-- TASK DESCRIPTION --
Transcribe verbatim the span of lines that opens with the line containing "Localize all place" and closes with the last line of the data below.

[Saved data entries]
# # # # #

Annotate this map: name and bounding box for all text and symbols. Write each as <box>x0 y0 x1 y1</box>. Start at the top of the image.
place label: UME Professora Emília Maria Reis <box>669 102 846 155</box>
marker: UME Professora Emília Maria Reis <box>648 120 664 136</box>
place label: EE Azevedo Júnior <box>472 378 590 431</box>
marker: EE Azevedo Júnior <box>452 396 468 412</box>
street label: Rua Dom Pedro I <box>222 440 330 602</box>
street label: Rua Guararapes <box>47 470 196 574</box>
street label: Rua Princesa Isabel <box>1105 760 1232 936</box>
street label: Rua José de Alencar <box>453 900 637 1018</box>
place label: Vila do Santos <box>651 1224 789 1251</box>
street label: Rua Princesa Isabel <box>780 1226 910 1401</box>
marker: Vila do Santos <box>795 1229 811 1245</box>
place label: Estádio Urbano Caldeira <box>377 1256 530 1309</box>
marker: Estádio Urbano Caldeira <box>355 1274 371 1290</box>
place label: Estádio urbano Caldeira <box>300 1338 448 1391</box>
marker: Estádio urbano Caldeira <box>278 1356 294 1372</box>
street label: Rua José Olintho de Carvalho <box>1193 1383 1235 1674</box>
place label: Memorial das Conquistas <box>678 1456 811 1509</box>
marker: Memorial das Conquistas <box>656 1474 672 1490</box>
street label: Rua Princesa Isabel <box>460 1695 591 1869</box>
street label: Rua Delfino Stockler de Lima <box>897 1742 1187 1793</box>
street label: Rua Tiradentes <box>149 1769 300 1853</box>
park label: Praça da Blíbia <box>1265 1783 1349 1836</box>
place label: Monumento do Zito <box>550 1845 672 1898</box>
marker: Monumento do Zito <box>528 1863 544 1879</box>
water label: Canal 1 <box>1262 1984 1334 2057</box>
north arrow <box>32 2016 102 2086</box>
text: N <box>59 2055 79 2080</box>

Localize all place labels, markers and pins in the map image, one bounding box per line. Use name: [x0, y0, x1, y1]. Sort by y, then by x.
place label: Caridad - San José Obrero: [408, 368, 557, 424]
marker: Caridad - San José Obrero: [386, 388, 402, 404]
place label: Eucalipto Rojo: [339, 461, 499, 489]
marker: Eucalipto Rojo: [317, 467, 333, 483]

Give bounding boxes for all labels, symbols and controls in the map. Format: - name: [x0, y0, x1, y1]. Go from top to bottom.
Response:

# # # # #

-- RESPONSE BELOW --
Localize all place labels, markers and pins in the map image, one bounding box per line. Use name: [x0, y0, x1, y1]. Sort by y, then by x.
place label: Caridad - San José Obrero: [408, 368, 557, 424]
marker: Caridad - San José Obrero: [386, 388, 402, 404]
place label: Eucalipto Rojo: [339, 461, 499, 489]
marker: Eucalipto Rojo: [317, 467, 333, 483]

Give bounding boxes for all labels, symbols and controls in the map. Format: - name: [x0, y0, x1, y1]. Go from top to bottom.
Response:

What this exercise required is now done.